### TASK DETAILS
Repeat, line for line, the entries below from the first line to the line containing "0 #b3b8bb) drop-shadow(-2px", counting both ends.

(TASK INPUTS Opens)

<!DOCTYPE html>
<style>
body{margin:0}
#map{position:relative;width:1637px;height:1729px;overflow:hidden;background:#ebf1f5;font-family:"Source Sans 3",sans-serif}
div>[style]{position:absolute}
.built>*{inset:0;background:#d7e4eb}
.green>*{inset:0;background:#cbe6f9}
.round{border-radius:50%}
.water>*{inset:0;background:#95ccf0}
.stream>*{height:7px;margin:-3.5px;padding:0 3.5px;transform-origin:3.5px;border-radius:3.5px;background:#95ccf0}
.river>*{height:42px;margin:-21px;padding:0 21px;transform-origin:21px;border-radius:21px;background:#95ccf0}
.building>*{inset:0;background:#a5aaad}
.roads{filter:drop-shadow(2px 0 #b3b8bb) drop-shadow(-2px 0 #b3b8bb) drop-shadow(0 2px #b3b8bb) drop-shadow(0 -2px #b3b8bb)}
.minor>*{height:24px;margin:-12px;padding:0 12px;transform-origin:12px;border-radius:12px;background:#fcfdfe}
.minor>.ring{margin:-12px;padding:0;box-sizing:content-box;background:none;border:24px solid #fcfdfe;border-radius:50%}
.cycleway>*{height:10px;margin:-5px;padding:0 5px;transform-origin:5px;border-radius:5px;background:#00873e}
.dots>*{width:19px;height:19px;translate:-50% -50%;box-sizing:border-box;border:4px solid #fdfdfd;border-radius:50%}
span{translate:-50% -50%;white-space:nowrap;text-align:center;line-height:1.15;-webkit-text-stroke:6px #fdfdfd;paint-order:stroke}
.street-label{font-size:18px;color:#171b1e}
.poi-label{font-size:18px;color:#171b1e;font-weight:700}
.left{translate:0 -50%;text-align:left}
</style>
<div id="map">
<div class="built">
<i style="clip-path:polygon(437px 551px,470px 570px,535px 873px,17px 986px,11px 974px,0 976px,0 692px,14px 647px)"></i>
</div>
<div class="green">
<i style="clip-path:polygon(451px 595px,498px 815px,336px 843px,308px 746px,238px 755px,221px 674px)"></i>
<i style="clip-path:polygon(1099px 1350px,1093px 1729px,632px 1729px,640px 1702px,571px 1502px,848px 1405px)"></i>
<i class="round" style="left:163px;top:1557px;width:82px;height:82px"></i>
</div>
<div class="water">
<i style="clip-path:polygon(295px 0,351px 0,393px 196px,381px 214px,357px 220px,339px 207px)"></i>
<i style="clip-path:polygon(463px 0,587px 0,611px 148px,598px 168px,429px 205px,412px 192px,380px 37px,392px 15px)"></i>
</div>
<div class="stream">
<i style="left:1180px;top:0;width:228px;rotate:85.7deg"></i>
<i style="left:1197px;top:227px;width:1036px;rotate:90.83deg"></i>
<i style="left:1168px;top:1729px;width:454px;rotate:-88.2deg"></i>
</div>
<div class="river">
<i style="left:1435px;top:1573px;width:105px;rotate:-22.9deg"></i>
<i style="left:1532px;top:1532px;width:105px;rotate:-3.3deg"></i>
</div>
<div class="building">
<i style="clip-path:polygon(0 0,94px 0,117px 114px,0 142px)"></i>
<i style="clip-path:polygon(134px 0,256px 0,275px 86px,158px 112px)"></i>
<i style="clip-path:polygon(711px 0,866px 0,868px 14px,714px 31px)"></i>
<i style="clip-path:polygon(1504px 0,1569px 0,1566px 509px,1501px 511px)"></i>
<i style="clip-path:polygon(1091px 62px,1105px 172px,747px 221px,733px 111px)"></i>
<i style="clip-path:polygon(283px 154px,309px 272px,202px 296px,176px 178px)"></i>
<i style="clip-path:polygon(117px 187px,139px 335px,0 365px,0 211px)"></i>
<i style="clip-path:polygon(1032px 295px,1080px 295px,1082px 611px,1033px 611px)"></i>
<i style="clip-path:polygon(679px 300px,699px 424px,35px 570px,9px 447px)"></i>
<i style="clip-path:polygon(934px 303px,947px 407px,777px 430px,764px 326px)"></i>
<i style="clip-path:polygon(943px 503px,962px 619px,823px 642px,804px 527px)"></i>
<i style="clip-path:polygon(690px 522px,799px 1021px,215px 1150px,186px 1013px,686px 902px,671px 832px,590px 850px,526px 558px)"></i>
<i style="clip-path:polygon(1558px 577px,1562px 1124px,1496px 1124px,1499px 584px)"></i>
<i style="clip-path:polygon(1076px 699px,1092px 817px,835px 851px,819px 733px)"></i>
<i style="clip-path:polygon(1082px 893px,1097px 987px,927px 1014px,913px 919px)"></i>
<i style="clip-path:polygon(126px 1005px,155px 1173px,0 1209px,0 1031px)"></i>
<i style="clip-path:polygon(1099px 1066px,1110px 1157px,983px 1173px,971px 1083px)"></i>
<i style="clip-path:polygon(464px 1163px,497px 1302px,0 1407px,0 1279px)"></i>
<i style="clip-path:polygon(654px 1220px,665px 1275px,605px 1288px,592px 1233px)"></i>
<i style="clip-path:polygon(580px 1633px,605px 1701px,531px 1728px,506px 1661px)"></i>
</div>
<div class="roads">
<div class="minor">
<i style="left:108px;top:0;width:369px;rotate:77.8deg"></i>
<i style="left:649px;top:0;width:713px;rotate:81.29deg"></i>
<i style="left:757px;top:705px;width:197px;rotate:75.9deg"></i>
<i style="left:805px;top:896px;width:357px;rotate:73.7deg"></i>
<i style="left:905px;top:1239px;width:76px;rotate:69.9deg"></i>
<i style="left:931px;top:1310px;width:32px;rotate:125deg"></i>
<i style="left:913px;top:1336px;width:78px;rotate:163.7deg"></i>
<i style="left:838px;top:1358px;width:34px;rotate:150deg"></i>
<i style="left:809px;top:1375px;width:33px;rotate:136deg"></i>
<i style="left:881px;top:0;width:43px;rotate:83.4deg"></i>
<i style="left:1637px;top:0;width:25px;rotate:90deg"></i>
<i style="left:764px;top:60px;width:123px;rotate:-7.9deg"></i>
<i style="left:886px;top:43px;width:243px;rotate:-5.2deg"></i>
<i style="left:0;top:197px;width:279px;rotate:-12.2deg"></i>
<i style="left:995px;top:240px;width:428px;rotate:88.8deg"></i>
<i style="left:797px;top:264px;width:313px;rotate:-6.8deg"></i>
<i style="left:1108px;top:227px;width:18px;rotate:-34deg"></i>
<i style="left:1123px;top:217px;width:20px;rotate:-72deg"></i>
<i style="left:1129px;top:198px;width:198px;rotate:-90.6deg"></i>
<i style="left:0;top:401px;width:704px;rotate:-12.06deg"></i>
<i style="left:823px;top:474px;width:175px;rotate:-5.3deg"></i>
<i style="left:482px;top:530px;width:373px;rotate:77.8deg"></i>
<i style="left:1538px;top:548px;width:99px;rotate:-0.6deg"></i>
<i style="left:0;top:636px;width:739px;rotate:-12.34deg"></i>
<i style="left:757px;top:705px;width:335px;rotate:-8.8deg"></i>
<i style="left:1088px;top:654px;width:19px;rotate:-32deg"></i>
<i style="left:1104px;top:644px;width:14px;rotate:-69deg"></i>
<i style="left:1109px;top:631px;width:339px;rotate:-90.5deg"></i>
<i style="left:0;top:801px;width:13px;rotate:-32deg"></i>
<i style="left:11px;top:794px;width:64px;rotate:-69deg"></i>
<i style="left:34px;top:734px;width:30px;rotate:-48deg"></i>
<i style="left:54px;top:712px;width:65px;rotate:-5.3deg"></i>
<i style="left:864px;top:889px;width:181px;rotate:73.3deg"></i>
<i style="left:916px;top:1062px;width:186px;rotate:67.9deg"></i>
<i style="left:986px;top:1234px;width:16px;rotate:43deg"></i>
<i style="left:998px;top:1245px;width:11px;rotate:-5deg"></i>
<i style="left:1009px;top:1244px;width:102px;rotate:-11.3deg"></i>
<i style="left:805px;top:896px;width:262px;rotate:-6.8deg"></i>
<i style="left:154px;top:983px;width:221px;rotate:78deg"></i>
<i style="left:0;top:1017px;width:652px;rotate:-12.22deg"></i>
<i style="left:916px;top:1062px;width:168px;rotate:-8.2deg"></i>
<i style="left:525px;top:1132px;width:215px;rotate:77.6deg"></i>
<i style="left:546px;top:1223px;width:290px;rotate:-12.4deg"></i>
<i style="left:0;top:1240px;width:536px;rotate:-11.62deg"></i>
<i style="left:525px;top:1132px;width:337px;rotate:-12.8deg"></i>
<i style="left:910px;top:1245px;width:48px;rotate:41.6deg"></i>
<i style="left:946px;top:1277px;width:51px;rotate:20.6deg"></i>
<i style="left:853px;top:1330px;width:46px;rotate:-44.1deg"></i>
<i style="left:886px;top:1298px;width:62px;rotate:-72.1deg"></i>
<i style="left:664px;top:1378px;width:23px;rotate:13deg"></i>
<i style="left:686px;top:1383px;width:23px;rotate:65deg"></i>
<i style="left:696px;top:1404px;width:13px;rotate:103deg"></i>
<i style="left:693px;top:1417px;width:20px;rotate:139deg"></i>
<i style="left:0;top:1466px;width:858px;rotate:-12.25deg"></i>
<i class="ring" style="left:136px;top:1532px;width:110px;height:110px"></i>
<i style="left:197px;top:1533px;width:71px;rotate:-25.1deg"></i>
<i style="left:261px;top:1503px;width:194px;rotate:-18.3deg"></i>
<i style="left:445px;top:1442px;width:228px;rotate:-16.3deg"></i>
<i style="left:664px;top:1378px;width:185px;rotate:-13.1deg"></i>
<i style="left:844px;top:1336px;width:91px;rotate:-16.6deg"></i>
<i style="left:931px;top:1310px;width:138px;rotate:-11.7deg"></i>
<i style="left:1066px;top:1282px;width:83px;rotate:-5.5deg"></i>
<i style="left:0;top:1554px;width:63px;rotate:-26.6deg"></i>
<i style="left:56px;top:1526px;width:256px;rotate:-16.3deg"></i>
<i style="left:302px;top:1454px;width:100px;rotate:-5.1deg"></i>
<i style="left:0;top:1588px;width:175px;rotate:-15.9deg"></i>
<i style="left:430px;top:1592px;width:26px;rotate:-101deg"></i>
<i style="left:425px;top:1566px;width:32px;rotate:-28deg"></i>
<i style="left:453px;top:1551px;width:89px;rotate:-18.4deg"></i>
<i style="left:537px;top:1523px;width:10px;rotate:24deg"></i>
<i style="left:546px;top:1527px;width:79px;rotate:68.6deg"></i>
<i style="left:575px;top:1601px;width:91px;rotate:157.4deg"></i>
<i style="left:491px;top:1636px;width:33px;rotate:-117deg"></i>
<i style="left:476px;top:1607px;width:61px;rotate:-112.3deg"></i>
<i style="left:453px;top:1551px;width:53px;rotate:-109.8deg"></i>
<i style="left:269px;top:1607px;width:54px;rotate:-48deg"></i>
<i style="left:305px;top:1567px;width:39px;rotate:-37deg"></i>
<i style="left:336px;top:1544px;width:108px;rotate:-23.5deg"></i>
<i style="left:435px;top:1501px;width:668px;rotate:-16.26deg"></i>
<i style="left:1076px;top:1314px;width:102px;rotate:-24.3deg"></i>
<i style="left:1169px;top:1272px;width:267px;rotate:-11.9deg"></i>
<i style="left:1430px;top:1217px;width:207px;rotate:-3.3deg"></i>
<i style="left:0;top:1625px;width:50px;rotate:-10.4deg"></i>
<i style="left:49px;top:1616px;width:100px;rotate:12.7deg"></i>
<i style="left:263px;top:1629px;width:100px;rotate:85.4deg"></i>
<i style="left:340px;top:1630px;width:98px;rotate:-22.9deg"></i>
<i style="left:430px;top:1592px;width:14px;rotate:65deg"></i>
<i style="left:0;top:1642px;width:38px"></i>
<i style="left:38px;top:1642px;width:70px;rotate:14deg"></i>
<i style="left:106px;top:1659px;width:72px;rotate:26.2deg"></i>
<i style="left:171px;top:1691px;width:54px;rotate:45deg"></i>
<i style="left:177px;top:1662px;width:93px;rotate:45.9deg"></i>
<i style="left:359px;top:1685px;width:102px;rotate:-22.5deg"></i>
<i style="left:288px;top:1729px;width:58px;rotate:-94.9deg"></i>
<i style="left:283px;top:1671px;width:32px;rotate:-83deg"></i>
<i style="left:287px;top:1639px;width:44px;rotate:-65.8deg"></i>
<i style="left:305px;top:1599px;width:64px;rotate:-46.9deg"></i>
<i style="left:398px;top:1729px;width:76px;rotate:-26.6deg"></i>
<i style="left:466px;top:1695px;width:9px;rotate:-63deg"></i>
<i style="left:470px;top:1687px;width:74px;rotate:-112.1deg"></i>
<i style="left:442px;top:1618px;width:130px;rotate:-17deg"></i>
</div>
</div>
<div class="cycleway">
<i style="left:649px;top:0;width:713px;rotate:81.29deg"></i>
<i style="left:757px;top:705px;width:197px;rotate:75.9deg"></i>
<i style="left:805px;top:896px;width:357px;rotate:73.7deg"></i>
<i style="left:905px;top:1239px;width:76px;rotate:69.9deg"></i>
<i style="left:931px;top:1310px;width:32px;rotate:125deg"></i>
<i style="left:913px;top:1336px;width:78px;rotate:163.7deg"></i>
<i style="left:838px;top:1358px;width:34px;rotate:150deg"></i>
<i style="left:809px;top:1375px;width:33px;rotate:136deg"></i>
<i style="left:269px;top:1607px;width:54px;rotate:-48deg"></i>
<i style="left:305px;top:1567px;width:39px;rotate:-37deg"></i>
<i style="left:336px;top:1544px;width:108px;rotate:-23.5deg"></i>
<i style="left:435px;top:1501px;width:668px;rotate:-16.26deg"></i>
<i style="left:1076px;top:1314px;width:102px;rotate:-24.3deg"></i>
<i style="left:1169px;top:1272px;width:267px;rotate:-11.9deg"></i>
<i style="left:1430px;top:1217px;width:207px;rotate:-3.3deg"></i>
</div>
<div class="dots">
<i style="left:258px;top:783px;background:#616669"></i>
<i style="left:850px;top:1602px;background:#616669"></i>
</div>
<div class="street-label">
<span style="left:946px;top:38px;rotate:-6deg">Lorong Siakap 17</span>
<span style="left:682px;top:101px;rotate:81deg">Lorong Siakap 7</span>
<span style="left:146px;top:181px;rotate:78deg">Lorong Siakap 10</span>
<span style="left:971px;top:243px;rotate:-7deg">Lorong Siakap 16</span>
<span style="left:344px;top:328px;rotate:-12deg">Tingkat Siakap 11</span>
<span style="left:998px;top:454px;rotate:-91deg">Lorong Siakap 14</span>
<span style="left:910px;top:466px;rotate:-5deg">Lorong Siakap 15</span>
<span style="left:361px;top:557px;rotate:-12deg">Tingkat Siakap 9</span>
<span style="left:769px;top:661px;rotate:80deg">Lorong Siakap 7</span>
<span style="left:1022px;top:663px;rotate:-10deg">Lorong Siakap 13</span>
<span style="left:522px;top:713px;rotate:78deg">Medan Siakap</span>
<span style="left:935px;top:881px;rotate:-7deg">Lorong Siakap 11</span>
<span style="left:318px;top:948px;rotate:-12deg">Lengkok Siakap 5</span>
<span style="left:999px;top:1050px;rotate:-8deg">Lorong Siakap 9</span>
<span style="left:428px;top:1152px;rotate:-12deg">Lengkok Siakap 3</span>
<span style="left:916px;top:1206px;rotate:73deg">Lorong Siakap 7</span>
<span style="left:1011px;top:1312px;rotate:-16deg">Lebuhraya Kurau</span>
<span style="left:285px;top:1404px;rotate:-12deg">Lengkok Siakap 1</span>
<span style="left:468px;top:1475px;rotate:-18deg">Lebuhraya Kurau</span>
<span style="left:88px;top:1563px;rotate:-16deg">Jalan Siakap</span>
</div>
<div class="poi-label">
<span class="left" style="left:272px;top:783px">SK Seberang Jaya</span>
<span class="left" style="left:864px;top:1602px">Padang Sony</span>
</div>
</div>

(TASK INPUTS Closes)

### RESPONSE TO THE EXERCISE
<!DOCTYPE html>
<style>
body{margin:0}
#map{position:relative;width:1637px;height:1729px;overflow:hidden;background:#ebf1f5;font-family:"Source Sans 3",sans-serif}
div>[style]{position:absolute}
.built>*{inset:0;background:#d7e4eb}
.green>*{inset:0;background:#cbe6f9}
.round{border-radius:50%}
.water>*{inset:0;background:#95ccf0}
.stream>*{height:7px;margin:-3.5px;padding:0 3.5px;transform-origin:3.5px;border-radius:3.5px;background:#95ccf0}
.river>*{height:42px;margin:-21px;padding:0 21px;transform-origin:21px;border-radius:21px;background:#95ccf0}
.building>*{inset:0;background:#a5aaad}
.roads{filter:drop-shadow(2px 0 #b3b8bb) drop-shadow(-2px 0 #b3b8bb) drop-shadow(0 2px #b3b8bb) drop-shadow(0 -2px #b3b8bb)}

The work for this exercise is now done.